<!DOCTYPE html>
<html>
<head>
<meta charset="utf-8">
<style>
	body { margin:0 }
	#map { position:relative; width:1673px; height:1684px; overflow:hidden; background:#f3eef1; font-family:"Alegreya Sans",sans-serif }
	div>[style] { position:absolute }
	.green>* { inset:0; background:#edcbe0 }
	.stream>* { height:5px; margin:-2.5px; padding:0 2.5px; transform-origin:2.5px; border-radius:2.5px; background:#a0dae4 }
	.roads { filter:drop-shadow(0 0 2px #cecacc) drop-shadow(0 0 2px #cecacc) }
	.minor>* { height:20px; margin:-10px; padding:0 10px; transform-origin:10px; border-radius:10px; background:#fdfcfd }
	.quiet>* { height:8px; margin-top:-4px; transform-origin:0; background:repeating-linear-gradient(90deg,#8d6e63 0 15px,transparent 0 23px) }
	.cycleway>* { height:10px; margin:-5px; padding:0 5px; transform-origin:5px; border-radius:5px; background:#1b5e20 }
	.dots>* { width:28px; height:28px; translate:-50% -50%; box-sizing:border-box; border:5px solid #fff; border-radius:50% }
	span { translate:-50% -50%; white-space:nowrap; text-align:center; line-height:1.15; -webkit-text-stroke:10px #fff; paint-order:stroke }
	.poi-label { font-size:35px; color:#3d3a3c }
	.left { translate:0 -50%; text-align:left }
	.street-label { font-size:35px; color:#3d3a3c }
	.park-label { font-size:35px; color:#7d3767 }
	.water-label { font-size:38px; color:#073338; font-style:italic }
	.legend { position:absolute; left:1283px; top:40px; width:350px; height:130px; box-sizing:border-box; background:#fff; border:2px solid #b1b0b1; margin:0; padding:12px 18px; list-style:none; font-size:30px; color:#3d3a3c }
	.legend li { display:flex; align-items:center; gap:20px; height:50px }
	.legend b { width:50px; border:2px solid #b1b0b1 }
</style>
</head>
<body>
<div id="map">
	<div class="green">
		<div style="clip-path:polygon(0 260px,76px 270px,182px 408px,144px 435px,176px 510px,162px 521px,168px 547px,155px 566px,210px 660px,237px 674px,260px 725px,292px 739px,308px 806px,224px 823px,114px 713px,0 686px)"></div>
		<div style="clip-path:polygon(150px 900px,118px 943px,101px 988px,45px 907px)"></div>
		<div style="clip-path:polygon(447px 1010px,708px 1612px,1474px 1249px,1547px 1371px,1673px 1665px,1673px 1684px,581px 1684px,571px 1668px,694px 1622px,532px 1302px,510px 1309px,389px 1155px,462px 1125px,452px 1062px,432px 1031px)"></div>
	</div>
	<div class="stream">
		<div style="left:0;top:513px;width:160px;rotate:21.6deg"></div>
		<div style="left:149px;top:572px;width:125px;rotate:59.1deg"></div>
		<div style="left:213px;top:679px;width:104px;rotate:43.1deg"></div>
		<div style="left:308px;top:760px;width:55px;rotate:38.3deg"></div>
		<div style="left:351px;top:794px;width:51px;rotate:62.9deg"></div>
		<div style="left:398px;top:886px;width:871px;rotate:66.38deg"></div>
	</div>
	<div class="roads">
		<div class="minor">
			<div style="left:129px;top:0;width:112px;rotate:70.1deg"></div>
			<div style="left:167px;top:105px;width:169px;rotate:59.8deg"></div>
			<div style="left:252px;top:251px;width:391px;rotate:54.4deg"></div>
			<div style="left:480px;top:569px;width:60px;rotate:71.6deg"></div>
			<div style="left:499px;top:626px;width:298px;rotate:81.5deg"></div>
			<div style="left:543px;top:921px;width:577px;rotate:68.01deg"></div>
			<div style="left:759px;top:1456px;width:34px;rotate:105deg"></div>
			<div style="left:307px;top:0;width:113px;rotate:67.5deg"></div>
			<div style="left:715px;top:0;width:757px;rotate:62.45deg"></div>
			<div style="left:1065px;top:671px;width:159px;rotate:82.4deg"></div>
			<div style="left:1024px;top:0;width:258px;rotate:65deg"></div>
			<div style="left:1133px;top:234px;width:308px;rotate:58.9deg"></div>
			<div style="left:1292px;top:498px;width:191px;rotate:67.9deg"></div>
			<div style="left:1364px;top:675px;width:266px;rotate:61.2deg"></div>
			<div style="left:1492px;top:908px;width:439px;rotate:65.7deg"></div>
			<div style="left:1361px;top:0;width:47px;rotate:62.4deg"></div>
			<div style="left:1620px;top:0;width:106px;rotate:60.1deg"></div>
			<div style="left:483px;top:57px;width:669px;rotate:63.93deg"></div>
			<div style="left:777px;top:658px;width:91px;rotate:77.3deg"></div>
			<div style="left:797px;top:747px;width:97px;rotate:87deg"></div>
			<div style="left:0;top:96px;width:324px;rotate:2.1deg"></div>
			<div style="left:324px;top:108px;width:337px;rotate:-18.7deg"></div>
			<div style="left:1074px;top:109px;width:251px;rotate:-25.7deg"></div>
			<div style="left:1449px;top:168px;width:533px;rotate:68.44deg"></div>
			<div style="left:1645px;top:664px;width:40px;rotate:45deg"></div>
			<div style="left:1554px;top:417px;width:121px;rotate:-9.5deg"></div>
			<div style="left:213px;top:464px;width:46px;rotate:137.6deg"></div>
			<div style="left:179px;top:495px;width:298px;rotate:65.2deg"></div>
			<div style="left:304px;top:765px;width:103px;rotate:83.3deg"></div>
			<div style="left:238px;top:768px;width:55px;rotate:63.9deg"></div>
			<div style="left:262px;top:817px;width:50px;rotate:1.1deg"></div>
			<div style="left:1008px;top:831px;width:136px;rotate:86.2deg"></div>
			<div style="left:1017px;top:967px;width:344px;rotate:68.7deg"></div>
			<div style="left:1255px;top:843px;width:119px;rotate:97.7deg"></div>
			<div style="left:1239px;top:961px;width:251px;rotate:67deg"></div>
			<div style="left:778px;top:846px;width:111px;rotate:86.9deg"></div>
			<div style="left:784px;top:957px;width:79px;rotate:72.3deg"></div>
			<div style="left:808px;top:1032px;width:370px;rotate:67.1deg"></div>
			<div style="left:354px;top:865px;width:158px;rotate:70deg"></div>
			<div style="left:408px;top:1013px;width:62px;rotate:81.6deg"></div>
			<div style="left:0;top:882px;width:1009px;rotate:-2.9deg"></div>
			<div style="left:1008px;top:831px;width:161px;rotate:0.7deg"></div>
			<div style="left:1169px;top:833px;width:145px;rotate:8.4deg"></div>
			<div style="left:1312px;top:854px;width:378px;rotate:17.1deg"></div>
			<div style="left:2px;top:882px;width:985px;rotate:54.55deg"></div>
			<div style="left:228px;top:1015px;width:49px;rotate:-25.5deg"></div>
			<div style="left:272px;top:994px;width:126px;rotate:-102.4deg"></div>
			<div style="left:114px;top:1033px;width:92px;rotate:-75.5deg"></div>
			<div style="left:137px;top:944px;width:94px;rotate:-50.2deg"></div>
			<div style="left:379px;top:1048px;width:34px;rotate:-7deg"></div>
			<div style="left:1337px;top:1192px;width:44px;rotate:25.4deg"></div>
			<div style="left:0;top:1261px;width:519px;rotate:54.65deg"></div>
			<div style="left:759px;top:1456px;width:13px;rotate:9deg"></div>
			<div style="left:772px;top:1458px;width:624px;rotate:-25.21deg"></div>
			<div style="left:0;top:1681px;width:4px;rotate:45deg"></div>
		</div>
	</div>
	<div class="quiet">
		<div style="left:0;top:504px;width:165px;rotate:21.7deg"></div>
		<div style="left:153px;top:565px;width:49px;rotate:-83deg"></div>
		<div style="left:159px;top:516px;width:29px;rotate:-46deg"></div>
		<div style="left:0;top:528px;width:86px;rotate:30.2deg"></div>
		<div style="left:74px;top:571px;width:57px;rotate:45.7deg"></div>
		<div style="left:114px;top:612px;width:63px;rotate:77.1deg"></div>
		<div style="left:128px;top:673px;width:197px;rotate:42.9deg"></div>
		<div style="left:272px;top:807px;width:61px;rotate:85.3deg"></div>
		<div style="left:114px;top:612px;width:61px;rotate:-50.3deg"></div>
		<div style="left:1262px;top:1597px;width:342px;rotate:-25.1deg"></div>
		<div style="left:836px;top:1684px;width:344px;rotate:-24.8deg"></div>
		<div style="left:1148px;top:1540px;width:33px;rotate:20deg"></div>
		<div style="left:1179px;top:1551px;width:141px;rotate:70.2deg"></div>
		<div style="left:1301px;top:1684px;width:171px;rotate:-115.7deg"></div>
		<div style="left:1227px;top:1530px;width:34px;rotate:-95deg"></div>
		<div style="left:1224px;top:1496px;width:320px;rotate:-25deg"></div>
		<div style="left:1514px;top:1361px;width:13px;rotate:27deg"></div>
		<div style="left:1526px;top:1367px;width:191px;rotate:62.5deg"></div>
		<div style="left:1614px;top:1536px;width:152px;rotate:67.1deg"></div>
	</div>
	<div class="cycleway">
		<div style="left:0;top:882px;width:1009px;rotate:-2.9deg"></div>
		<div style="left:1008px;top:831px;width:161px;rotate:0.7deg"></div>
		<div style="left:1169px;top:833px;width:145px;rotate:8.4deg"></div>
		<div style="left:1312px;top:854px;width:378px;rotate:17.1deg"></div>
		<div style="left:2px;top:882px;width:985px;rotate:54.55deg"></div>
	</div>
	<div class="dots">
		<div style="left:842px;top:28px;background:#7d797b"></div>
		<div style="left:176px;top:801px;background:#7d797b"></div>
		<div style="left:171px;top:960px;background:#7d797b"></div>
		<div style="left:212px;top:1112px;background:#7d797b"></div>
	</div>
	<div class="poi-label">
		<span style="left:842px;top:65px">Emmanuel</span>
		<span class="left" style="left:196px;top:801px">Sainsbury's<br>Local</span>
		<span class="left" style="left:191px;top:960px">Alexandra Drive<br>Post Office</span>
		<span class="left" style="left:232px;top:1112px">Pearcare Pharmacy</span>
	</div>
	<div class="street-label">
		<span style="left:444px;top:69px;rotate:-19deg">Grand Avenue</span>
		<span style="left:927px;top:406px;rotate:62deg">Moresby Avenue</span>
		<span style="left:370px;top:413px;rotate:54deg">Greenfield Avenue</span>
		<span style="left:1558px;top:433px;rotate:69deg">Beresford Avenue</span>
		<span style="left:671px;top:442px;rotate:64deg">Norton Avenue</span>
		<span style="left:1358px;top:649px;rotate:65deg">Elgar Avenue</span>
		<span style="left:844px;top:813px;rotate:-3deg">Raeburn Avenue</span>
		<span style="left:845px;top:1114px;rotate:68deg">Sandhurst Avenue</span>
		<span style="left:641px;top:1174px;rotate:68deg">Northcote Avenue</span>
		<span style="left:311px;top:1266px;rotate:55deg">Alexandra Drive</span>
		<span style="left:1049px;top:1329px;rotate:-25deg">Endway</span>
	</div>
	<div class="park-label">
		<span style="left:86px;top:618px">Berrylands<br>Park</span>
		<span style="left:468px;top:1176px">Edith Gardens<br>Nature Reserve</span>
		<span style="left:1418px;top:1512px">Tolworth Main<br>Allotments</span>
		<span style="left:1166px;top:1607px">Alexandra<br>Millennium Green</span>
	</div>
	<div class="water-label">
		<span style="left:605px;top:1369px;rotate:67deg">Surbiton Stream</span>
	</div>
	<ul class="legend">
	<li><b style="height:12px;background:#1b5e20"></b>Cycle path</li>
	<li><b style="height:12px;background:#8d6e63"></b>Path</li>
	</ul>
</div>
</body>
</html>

=-=-=

> [ASSIGNMENT]:
Whenever a line of the material holds the word "center", copy it out.

> [YOUR SOLUTION]:
	span { translate:-50% -50%; white-space:nowrap; text-align:center; line-height:1.15; -webkit-text-stroke:10px #fff; paint-order:stroke }
	.legend li { display:flex; align-items:center; gap:20px; height:50px }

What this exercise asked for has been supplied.